Cette énergie cosmique partout répandue, n’est-ce pas l’éther des anciennes traditions ? Georges explique par ailleurs que les scientifiques parviendront un jour à voir les corps subtils des êtres vivants, puis ceux des êtres spirituels. La religion devra de son côté, se rénover, s’enquérir des découvertes scientifiques et tenir compte, enfin, des extraordinaires résultats du spiritualisme expérimental. Elle aura un grand rôle à jouer dans l’évolution de la terre, car "  il importe, dit Georges, de préparer les hommes à la Vérité et non pas de les endormir avec des contes à dormi debout. "

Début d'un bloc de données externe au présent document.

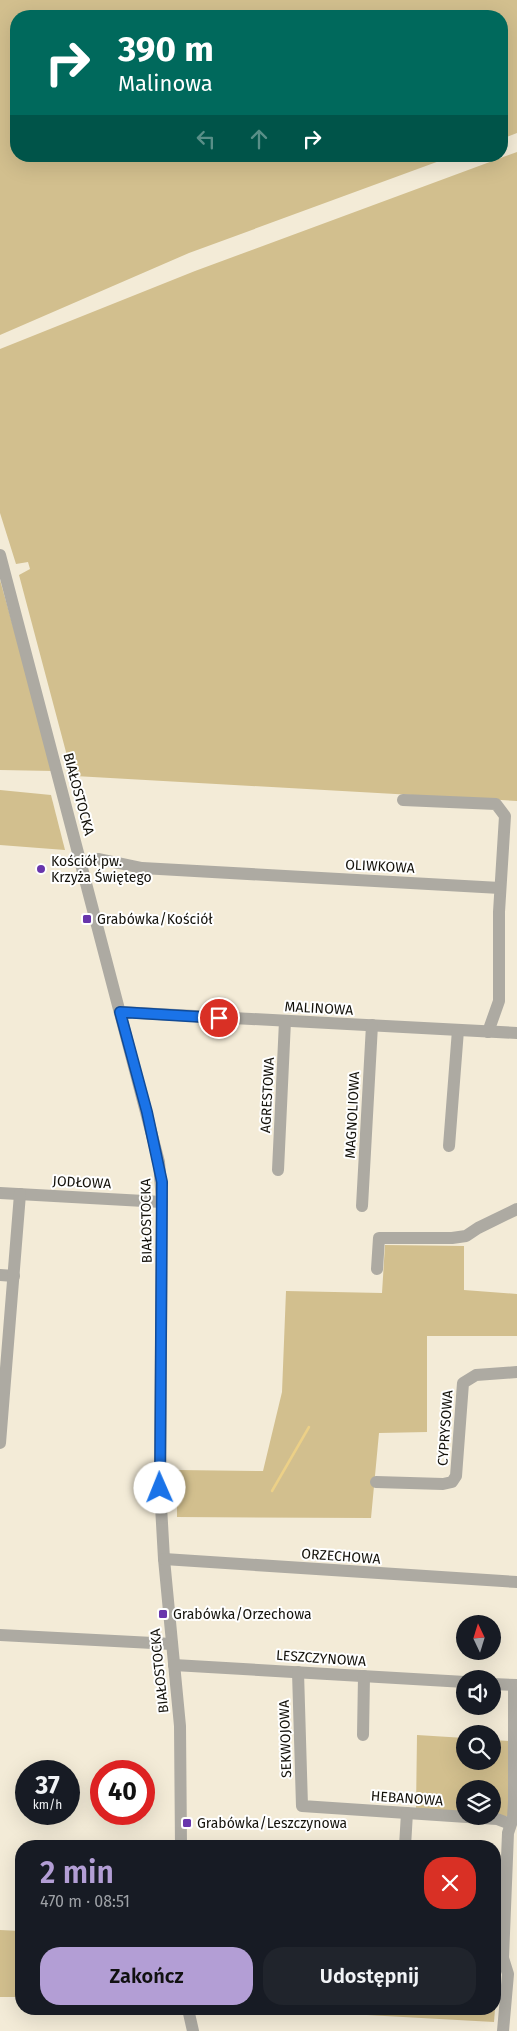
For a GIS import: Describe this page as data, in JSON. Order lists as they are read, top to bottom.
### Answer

Jeanne Morrannier, après avoir ainsi rencontré son fils et d’autres décédés de sa famille, fit connaissance de son guide. Celui-ci lui révéla la question très importante, très troublante et très contestée, de la réincarnation. Tout est évolution dans notre monde terrestre, comme tout est évolution dans le monde spirituelle. L’âme doit, par le long parcours d’une dizaine de vies terrestres, se purifier pour atteindre la perfection et l’union avec Dieu. Cette ascension se fait à travers les épreuves que nous rencontrons tous dans le monde de la matière et par la façon dont nous les assumons.

v  

Désormais pour Jeanne Morrannier l’apaisement est venu, elle a retrouvé sa gaieté, signe d’équilibre et d’harmonie intérieure ; retrouvé aussi son goût de l’étude qui rend plus facile et plus fructueux le dialogue avec Georges. Elle connaît ses devoirs à l’égard de ceux qui l’entourent : son mari, ses deux filles, ses petits-enfants. Elle ne s’enferme pas dans un tête-à-tête avec le disparu, relation égoïste dont les autres seraient jalousement exclus.

" Tu vois, c’est le monde renversé, le fils apprend à sa mère à écrire ", lui avait-il dicté lors de son premier message. Il lui apprend, en effet, à écrire, à penser et à se diriger dans la vie. S’il n’est pas poète comme Roland, ou théologien comme Pierre, il est aujourd’hui comme hier un scientifique et un enseignant qui règne aujourd’hui sur des milliers d’étudiants de tous âges. Ses qualités de pédagogue lui sont plus que jamais utiles. Utile aussi son long travail ante mortem : étude des religions, de la philosophie, des diverses sciences.

De l’Au-delà, Georges regrette qu’il ne soit pas possible de donner à tous les preuves irréfutables de la vie spirituelle : " Chacun doit venir à la Vérité par ses propres moyens, par sa propre recherche. " Il nous exhorte à obéir aux trois préceptes qui lui sont chers : vie droite, pensée droite, action droite. " Regardez ce qui est bon, soyez gais et toujours tournés vers les autres. Je vous promets un astral merveilleux. " En souhaitant nous apporter " l’espoir, le réconfort et la paix intérieur ", il ajoute : " Soyez tous apaisés et confiants. La vie dans le monde invisible est magnifique. ".

Extrait de la Préface de Jean Prieur pour
" La mort est un réveil " de Jeanne Morrannier.